Shun Yao a, Dongdong Hu a, Zhenhao Xi a, Tao Liu a, Zhimei Xu a, Ling Zhao a,b,*
a Shanghai Key Laboratory of Multiphase Materials Chemical Engineering, East China University of Science and Technology, Shanghai, 200237, PR China
b College of Chemistry and Chemical Engineering, Xinjiang University, Urumqi, 830046, PR China
Abstract
Currently Polyethylene terephthalate (PET) foam is the most promising structural core materials, and the tensile mechanical properties are one of its important application indicators. Herein, environmental-friendly supercritical CO2 (ScCO2) extrusion foaming was adopted to prepare PET foam. Aiming at investigating the influence of crystals on the mechanical properties, isothermal treatment in the post-process was used to improve the crystallization process of PET foams.
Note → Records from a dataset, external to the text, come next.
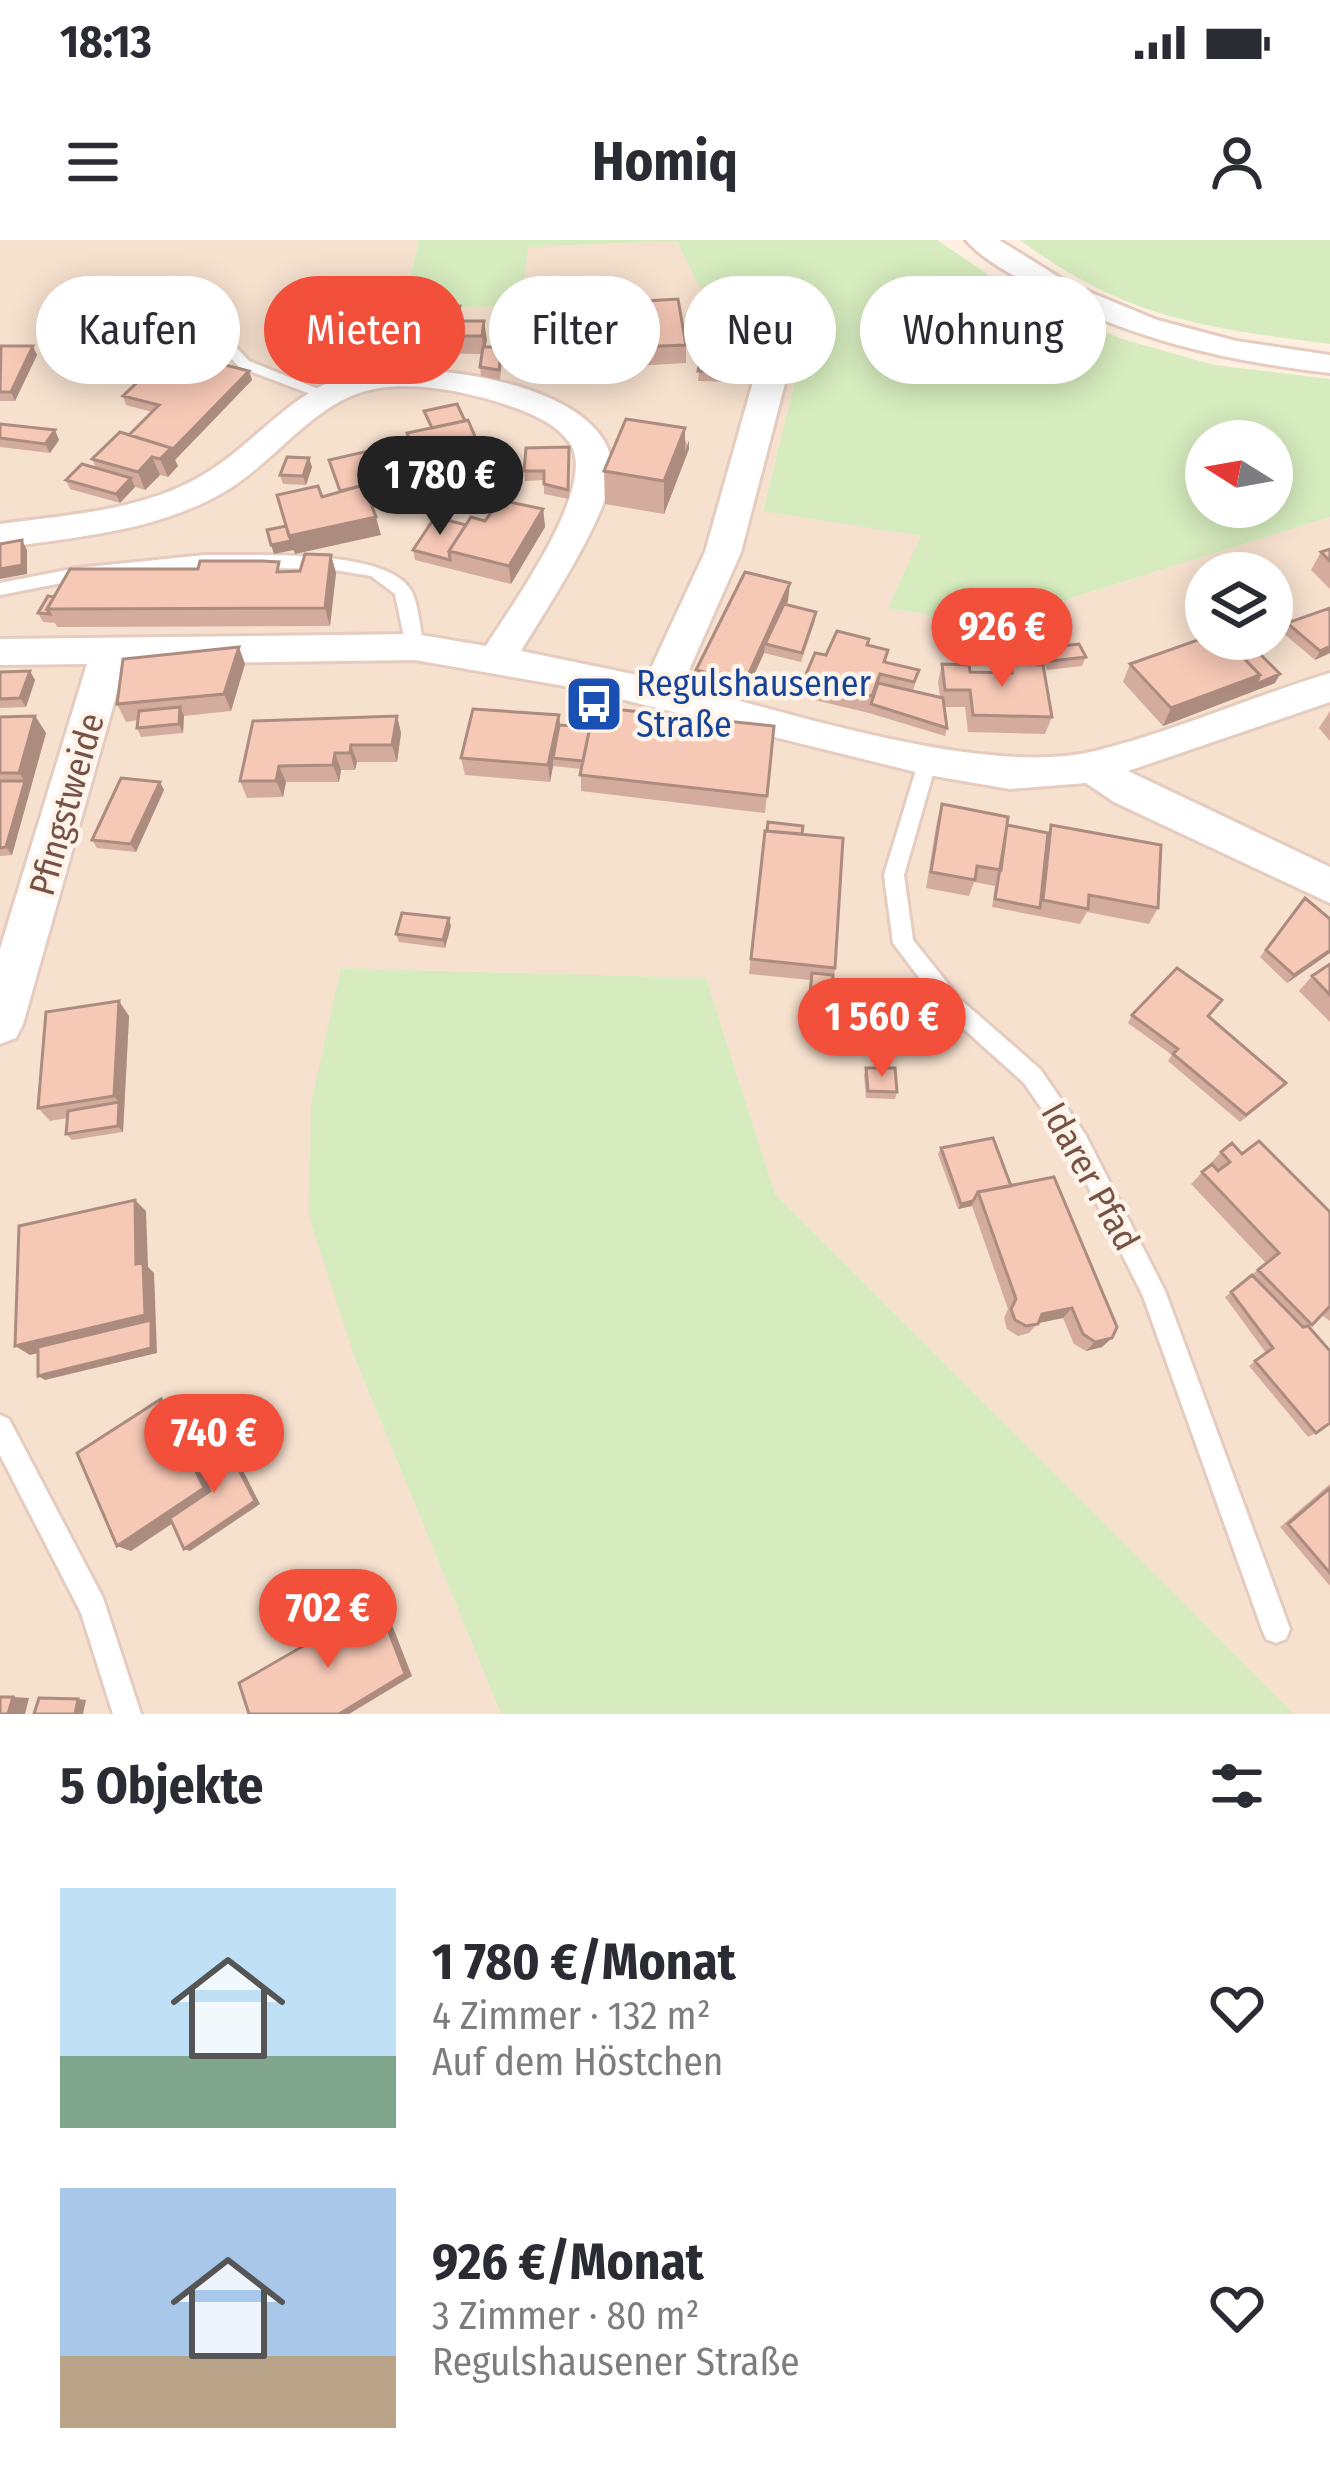 <!DOCTYPE html>
<html lang="de">
<head>
<meta charset="utf-8">
<style>
  body { margin:0; font-family:"Fira Sans Condensed",sans-serif; background:#f7f7f7; color:#2b2b33; height:100vh; display:flex; flex-direction:column; font-size:45px; white-space:nowrap }
  * { box-sizing:border-box; margin:0 }
  p { font-size:39px; color:#7c7c81 }
  .icon { flex:none; width:66px; height:66px; fill:none; stroke:currentColor; stroke-width:2; stroke-linecap:round; stroke-linejoin:round }
  .map { position:relative; height:1474px; overflow:hidden }
  .drawer { display:flex; flex-direction:column; background:#fff; flex:1 }
  .drawer>* { flex:none }
  .guide { position:absolute; left:36px; top:36px; width:1260px; height:108px; display:flex; gap:24px }
  .needle { width:78px; rotate:281deg }
  .tools { position:absolute; left:1185px; top:180px; display:grid; gap:24px }
  .tools a { display:grid; place-items:center; width:108px; height:108px; border-radius:50%; background:#fff; box-shadow:0 6px 30px #0003; font-size:60px }
  .price { position:absolute; translate:-50% -102px; padding:0 27px; border-radius:42px; background:#f2503b; color:#fff; font-size:39px; line-height:78px; filter:drop-shadow(0 3px 6px #0008) }
  .price::after { content:''; position:absolute; left:50%; top:72px; width:36px; height:27px; margin-left:-18px; background:inherit; clip-path:polygon(0 0,100% 0,50% 100%) }
  .price.active { background:#222; color:#fff }
  ul { padding:0; list-style:none }
  li { display:flex; align-items:center; gap:36px; height:300px; padding:0 60px }
  li span { display:grid; place-items:center; flex:none; width:336px; height:240px; border-radius:0px; color:#555 }
  li>.icon { margin-inline-start:auto }
  span .icon { width:144px; height:144px; fill:#fffc; stroke-width:1 }
  li b { font-size:51px }
  h2 { display:flex; justify-content:space-between; align-items:center; height:144px; padding:0 60px; font-size:51px }
  .chip { padding:0 42px; border-radius:54px; background:#fff; box-shadow:0 6px 30px #0003; font-size:42px; line-height:108px }
  .chip.active { background:#f2503b; color:#fff }
  .status { display:flex; justify-content:space-between; align-items:center; height:84px; padding:0 60px; background:#fff; direction:ltr }
  .status svg { height:33px; fill:currentColor }
  header { display:flex; justify-content:space-between; align-items:center; height:156px; padding:0 60px; background:#fff; font-size:54px; font-weight:700 }
  .map>svg:first-child { display:block }
</style>
</head>
<body>
<div class="status"><b>18:13</b><svg viewBox="0 0 49 12"><path d="M0 12V9h3v3zM5 12V6h3v6zM10 12V3h3v9zM15 12V0h3v12zM26 1h20v11H26zM47 4h2v5h-2z"/></svg></div>
<header><svg class="icon" aria-label="menu" viewBox="0 0 24 24"><path d="M4 6h16M4 12h16M4 18h16"/></svg>Homiq<svg class="icon" aria-label="person" viewBox="0 0 24 24"><circle cx="12" cy="8" r="4"/><path d="M4 21q1-7 8-7t8 7"/></svg></header>
<div class="map">
<svg width="1330" height="1474" viewBox="0 0 1330 1474">
  <rect width="100%" height="100%" fill="#feefe1"/>
  <path fill="#f6e0ce" fill-rule="evenodd" d="M0,0h419l-17,67 125,-60 150,-6 20,41 112,42 -46,186 159,26 -33,72 96,17 345,-108v1197h-36l-519,-520 -69,-216 -364,-10 -31,136 43,252 147,358h-501zM1206,333h66v66h-66z"/>
  <path fill="#d6ecbe" fill-rule="evenodd" d="M419,0h518l84,57 101,42 92,26 116,14v138l-345,108 -97,-17 33,-72 -158,-25 46,-187 -86,-9 -26,-33 -20,-41 -149,6 -7,59 -119,2zM1206,201h66v66h-66z
    M1020,0h310v104c-126,-16 -205,-26 -310,-104z
    M341,728l365,10 69,216 519,520h-793l-147,-358 -45,-139 2,-113z"/>
  <g fill="none" stroke-linecap="round" stroke-linejoin="round">
    <g stroke="#e5ccbf" stroke-width="6">
      <path id="service" d="M211,91h10l28,30 87,35 -12,3 -85,-32 -28,-30z
        M205,315c45,1 185,-8 207,37 7,15 8,38 12,55l-9,6 -9,-6 -11,-53 -24,-18 -42,-7 -124,-2 -128,13 -77,15v-12l77,-15z
        M928,513l9,7 -33,115 9,65 48,60 79,69 45,65 80,157 125,338 -4,10 -10,4 -10,-4 -4,-10 -119,-333 -74,-148 -45,-65 -79,-71 -52,-69 -9,-68 35,-115z
        M0,1175l9,4 94,179 38,116h-28l-32,-101 -81,-158z"/>
    </g>
    <g stroke="#e5ccbf" stroke-width="6">
      <path id="minor" d="M966,0h33l71,44 87,36 79,21 94,14v18c-106,-12 -210,-36 -303,-90 -21,-12 -46,-25 -61,-43z
        M774,115l16,9 -49,188 -59,134c111,27 304,92 413,65 80,-20 156,-54 235,-78v29l-202,69 202,96v36l-216,-101 -28,-19 -76,6 -82,-14 -352,-87 -161,-28 -290,4 -102,360 -7,14 -16,6v-95l87,-285 -87,1v-26l415,-5 71,12c25,-40 115,-162 83,-204 -16,-22 -47,-32 -71,-40 -39,-12 -96,-23 -136,-10 -51,16 -88,69 -133,97 -68,42 -152,48 -229,59v-24c72,-10 148,-13 211,-54 44,-28 82,-78 134,-94 64,-19 255,3 267,87 5,41 -69,151 -91,188l126,26 58,-125 53,-188z"/>
    </g>
    <use href="#service" fill="#fff" fill-rule="evenodd"/>
    <use href="#minor" fill="#fff" fill-rule="evenodd"/>
  </g>
  <path fill="#d4ac9d" d="M629,62l57,43v18l-51,3z
    M460,66l2,15h22l2,26h16l1,9 -3,24 -19,-4 -1,-9 2,-13 -81,-1 -1,-9z
    M375,70l4,19 -3,26 -67,2 -5,-18z
    M299,87l-3,18 -17,1 -3,-10z
    M531,94l61,1 1,19 -10,23 -74,-9 -2,-19z
    M33,106l4,9 -22,46h-15v-53z
    M701,112l31,2 -2,28 -32,-1z
    M249,131l3,9 -77,80 3,6 -10,11 -8,-2 -15,15 -10,-3 -15,16 -50,-14 -4,-9 30,-12 -4,-9 37,-24 23,-23 -26,-7 -3,-9z
    M0,184l59,16 -9,13 -50,-6z
    M685,199l4,10 -25,65 -59,-10 -1,-33z
    M569,207v52l-25,-5v-14l-19,1 -1,-10z
    M309,218l3,9 -6,18 -23,-1 -3,-9z
    M543,269l2,18 -34,57 -96,-24 -2,-10 53,-25z
    M1330,309v40l-19,-19 10,-18z
    M331,315l5,18 -6,53 -273,1 -2,-4 -12,-1 -5,-9 16,-16 246,-26z
    M790,343l-4,21 29,17 -14,41 -37,-9 -21,46 -48,-12 1,-17z
    M1287,383l43,30 -15,7 -33,-28z
    M868,406l20,4 -3,13 34,7 -6,21 27,6 -2,-15 4,-18 28,8 38,1 3,-9 41,53 -7,17 -77,-2 -3,-25h-21l3,21 -2,8 -76,-23 -67,-16 2,-18 22,-24z
    M1045,408l41,9 -4,9 -35,4 -6,-13z
    M245,424l-14,47 -47,5 -1,17 -42,4 -4,-9 1,-8 -12,2 -9,-18z
    M1130,424l145,19 -112,43 -40,-44z
    M0,432l35,8 -9,27 -26,1z
    M1330,471v30l-11,-13z
    M35,476l11,17 -34,122 -12,1v-139z
    M397,476l4,17 -4,29h-40l-2,8h-14l-2,12h-53l-3,15 -36,1 -7,-17z
    M560,485l30,2 184,-1 -9,87 -184,-22v-22l-28,-3 -3,16 -85,-7 -4,-17z
    M164,550l-28,62 -39,-4 -5,-8z
    M942,564l65,21 41,8 3,-8 107,83 -9,16 -62,-12 -7,12 -88,-17 3,-21 -21,-4 -5,14 -43,-8 11,-67z
    M765,591l37,3 33,134 -6,46 -21,-3 2,-31 -61,-6z
    M1305,658l25,55 -43,30 -27,-26z
    M451,686l-6,22 -46,-6 -3,-8z
    M1330,724v58l-31,-31 13,-15z
    M1132,775l76,1 72,74 -40,32 -72,-61 4,-6 -44,-32z
    M129,776l-6,116 -51,8 -6,-6 1,-16 -17,3 -12,-13z
    M866,828l31,24 -2,7 -29,-1 -2,-23z
    M941,908l70,38 91,161 -16,4 -12,-7 -11,-26 -25,5 -9,10 -11,3 -11,-7 -3,-11 4,-9 -36,-103 -14,3 -20,-55z
    M1221,912l21,2 88,58v109l-8,-6 -13,12 7,106 -8,4 -59,-71 17,-13 -41,-56 41,-34 -75,-79z
    M1330,1244v102l-50,-59z"/>
  <path fill="#ac8c7f" d="M375,70l4,19 -3,26 -4,-18z
    M296,78l3,9 -3,18 -3,-9z
    M484,81l3,19 -3,14 -2,-18z
    M592,95l1,19 -10,23 -1,-19z
    M33,106l4,9 -22,46 -4,-9z
    M249,131l3,9 -77,80 3,6 -10,11 -8,-18z
    M685,188v24l4,-12v9l-25,65v-33z
    M55,190l4,10 -9,13 -5,-9z
    M152,217l8,18 -15,15 -7,-18z
    M309,218l3,9 -6,18 -3,-9z
    M484,218l3,18 -142,32 -2,-9 81,-18 -2,-9z
    M131,238l4,9 -15,16 -4,-9z
    M543,269l2,18 -34,57 -2,-18z
    M376,277l5,18 -86,19 -6,-18z
    M22,300l5,10v24l-27,5v-10z
    M291,301l3,9 -20,4 -3,-9z
    M331,315l5,18 -6,53 -5,-18z
    M790,343l-2,18 -20,44 -3,-1 -1,9 -21,46 2,-17z
    M1330,406v7l-15,7 5,-9z
    M239,407l6,17 -14,47 -7,-17z
    M30,431l5,9 -9,27 -6,-9z
    M1280,434l-5,9 -112,43 8,-18 89,-33z
    M180,467l4,9 -1,17 -4,-9z
    M559,475l2,17 -8,26v8l-3,16 -2,-17z
    M35,476l11,17 -34,122 -6,-8 19,-66 -6,-8z
    M397,476l4,17 -4,29 -5,-17z
    M351,505l6,17 -2,8 -5,-17z
    M335,513l6,17 -2,12 -6,-17z
    M279,526l7,16 -3,15 -7,-16z
    M160,542l4,8 -28,62 -5,-8z
    M449,678l2,8 -6,22 -2,-8z
    M1330,710v3l-43,30 7,-8z
    M119,761l10,15 -6,116 -5,-6 1,-24 -5,-6z
    M135,960l11,11 2,56 6,6 3,80 -112,27 -7,-4 113,-50 -121,29 -15,-9 121,-82z
    M973,961l-1,5 -14,3 3,-5z
    M1072,1068l-9,10 -29,6 8,-10z
    M1112,1098l-10,9 -16,4 9,-9z
    M161,1159l12,8 42,88 -84,56 -14,-5z
    M223,1199l6,4 31,61 -70,47 -6,-2 71,-48z
    M378,1363l7,4 27,69 -63,38h-10z
    M13,1457l16,1 -4,16h-17z
    M78,1459l8,1 -3,14h-8z"/>
  <path fill="#f6c8b6" stroke="#ac8c7f" stroke-width="3" d="M678,59l8,46 -51,2 -6,-45z
    M419,66h41l-3,15h27l-2,15h-69z
    M375,70l-3,27 -68,2 5,-27z
    M404,77h13l-4,19 2,8h-15z
    M281,78h15l-3,18h-17z
    M533,88l59,7 -10,23 -75,-9 7,-17 17,2z
    M1,106h32l-22,46h-11z
    M483,107h19l-3,23 -19,-3z
    M170,111l79,20 -77,79 -1,-2 -42,-13 30,-30 -36,-9z
    M701,112l31,2 -1,19 -33,-2z
    M457,164l8,17 -33,7 -8,-17z
    M626,179l59,9 -21,53 -60,-10z
    M468,180l16,38 -62,14 -15,-39z
    M0,184l55,6 -10,14 -45,-6z
    M120,192l51,16 -11,11 -8,-2 -14,15 -46,-13z
    M408,202l16,39 -57,12 -3,-8 -24,6 -11,-31z
    M569,207l-1,43 -24,-6v-13h-20l2,-23z
    M287,217l22,1 -6,18 -23,-1z
    M82,224l49,14 -15,16 -50,-14z
    M364,245l12,32 -87,19 -12,-41 41,-9 4,11z
    M500,260l43,9 -34,57 -60,-15 22,-34 14,4z
    M435,277l31,8 -17,26 1,9 -37,-10z
    M286,286l5,15 -20,4 -4,-15z
    M22,300v25l-22,4v-25z
    M1330,309v12l-9,-9z
    M305,314l26,1 -6,53 -278,1 23,-40h128l2,-8h62l17,1 -2,10 23,-1z
    M745,332l45,11 -45,99 -49,-12z
    M48,356l6,1 -7,12 3,5 -12,-1z
    M784,364l32,8 -14,41 -37,-9z
    M1330,368v38l-10,5 -33,-28z
    M837,391l32,8 -2,6 21,5 -4,12 35,8 -5,12 -34,-8 -8,22 -68,-17 11,-26 11,2z
    M1206,397v2h19l35,36 -89,33 -41,-44z
    M1225,399h20l35,35 -24,10 4,-9z
    M1079,404l7,13 -35,4 -6,-13z
    M239,407l-15,47 -107,10 6,-45z
    M942,424l27,1 1,7 42,1 -1,-9 32,1 9,52 -79,-2 -3,-25h-25z
    M30,431l-10,27 -20,1v-27z
    M878,443l65,15 4,30 -76,-24z
    M180,467l-1,17 -42,4 2,-17z
    M594,467l180,19 -7,70 -187,-21z
    M473,469l86,6 -11,50 -87,-7z
    M35,476l-16,57h-19v-56z
    M397,476l-5,29h-41l-1,8h-15l-2,12 -54,1 -3,15h-36l13,-60z
    M559,485l31,2 -7,34 -30,-3z
    M121,538l39,4 -29,62 -39,-4z
    M0,541h25l-19,66 -6,1z
    M942,564l66,13 -7,53 -24,-4 -2,14 -44,-8z
    M768,582l35,4 -1,8 -35,-3z
    M1007,585l41,8 -8,75 -45,-9z
    M1051,585l110,20 -3,63 -69,-13 -1,14 -45,-9z
    M765,591l78,7 -8,130 -84,-9z
    M1305,658l25,21v31l-36,25 -28,-25z
    M402,673l47,5 -6,22 -47,-6z
    M1330,724v31l-18,-19z
    M1177,728l45,32 -14,16 78,67 -40,32 -73,-61 5,-5 -46,-34z
    M812,733l21,2 -2,32 -22,-3z
    M119,761l-5,95 -76,12 8,-96z
    M866,828h29l2,24 -29,-1z
    M119,862l-1,24 -52,8 2,-23z
    M993,898l18,48 -33,6 -5,9 -12,3 -20,-56z
    M1259,901l71,71v94l-18,19 -54,-55 21,-17 -77,-81 10,-8 6,7 12,-9 -9,-10 11,-9 10,11z
    M1054,937l63,150 -5,11 -17,4 -12,-8 -11,-26 -30,6 -4,10 -12,2 -11,-6 -4,-11 5,-10 -38,-107z
    M135,960l1,64 7,-2 2,53 -130,31 4,-120z
    M1252,1035l51,52 5,-1 22,25v72l-14,10 -61,-72 18,-13 -42,-56z
    M151,1080v28l-113,28v-29z
    M161,1159l43,89 -87,58 -40,-93z
    M223,1199l32,62 -71,48 -14,-31 40,-27 -16,-33z
    M1330,1248v85l-42,-49z
    M378,1363l27,71 -66,40h-90l-10,-31z
    M0,1457h13l-5,17h-8z
    M39,1458l39,1 -3,15h-41z"/>
  <defs>
    <g id="bus-square" transform="scale(3)"><rect x="-9" y="-9" width="18" height="18" rx="4" fill="#1a4fb4" stroke="#fff4e9"/><path d="M-5-6H5V4H4V6H2V4H-2V6H-4V4H-5ZM-3.5-4V0h7V-4ZM-3.5 1.2v1.5H-2V1.2ZM2 1.2v1.5H3.5V1.2Z" fill="#fff"/></g>
  </defs>
  <g fill-rule="evenodd">
    <use href="#bus-square" x="594" y="464"/>
  </g>
  <g text-anchor="middle" stroke-width="9" stroke-linejoin="round" paint-order="stroke">
    <g font-size="36" fill="#164399" stroke="#fff4e9" text-anchor="start">
      <text x="636" y="456">Regulshausener<tspan x="636" dy="41">Straße</tspan></text>
    </g>
    <g font-size="36" fill="#775246" stroke="#fff4e9">
      <text transform="translate(66 564) rotate(-74)" y="13">Pfingstweide</text>
      <text transform="translate(1091 936) rotate(61)" y="13">Idarer Pfad</text>
    </g>
  </g>
</svg>
<div class="tools">
<a><svg class="needle" viewBox="-14 -14 28 28"><path d="M0-13l5 13h-10z" fill="#e53935"/><path d="M0 13l5-13h-10z" fill="#7c7c81"/></svg></a>
<a><svg class="icon" aria-label="layers" viewBox="0 0 24 24"><path d="M12 4l9 5-9 5-9-5zM3 14l9 5 9-5"/></svg></a>
</div>
<b class="price active" style="left:440px;top:298px">1 780 €</b>
<b class="price" style="left:1002px;top:450px">926 €</b>
<b class="price" style="left:882px;top:840px">1 560 €</b>
<b class="price" style="left:214px;top:1256px">740 €</b>
<b class="price" style="left:328px;top:1431px">702 €</b>
<div class="guide">
<a class="chip">Kaufen</a>
<a class="chip active">Mieten</a>
<a class="chip">Filter</a>
<a class="chip">Neu</a>
<a class="chip">Wohnung</a>
</div>
</div>
<section class="drawer">
<h2>5 Objekte<svg class="icon" aria-label="filters" viewBox="0 0 24 24"><path d="M4 7h16M4 17h16"/><circle cx="9" cy="7" r="2"/><circle cx="15" cy="17" r="2"/></svg></h2>
<ul>
<li><span style="background:linear-gradient(#bfe0f5 70%,#7fa58c 0)"><svg class="icon" aria-label="home" viewBox="0 0 24 24"><path d="M3 11l9-7 9 7M6 9v11h12V9"/></svg></span><div><b>1 780 €/Monat</b><p>4 Zimmer · 132 m²</p><p>Auf dem Höstchen</p></div><svg class="icon" aria-label="heart" viewBox="0 0 24 24"><path d="M12 20l-8-8c-3-5 5-10 8-4 3-6 11-1 8 4z"/></svg></li>
<li><span style="background:linear-gradient(#a9c7e8 70%,#b9a48a 0)"><svg class="icon" aria-label="home" viewBox="0 0 24 24"><path d="M3 11l9-7 9 7M6 9v11h12V9"/></svg></span><div><b>926 €/Monat</b><p>3 Zimmer · 80 m²</p><p>Regulshausener Straße</p></div><svg class="icon" aria-label="heart" viewBox="0 0 24 24"><path d="M12 20l-8-8c-3-5 5-10 8-4 3-6 11-1 8 4z"/></svg></li>
</ul>
</section>
</body>
</html>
Due to the crystal perfection proceeds via migration and rejection of the structural defects at the crystallites induced by slow crystallization, the crystallinity increased rapidly with the rise of isothermal temperature, especially above the glass transition temperature (Tg). Qualitatively, it can be concluded that the crystalline phase contents have an intimate positive correlation with the tensile modulus, meanwhile, the shape ratio of the crystal have no significant effects on the tensile modulus. In addition, a coupling scheme of aggregate two-layered composite inclusion model and Simone-Gibson equation was first proposed to quantify the mathematical relationship between crystallization and tensile modulus of PET foam, which realized basic agreement.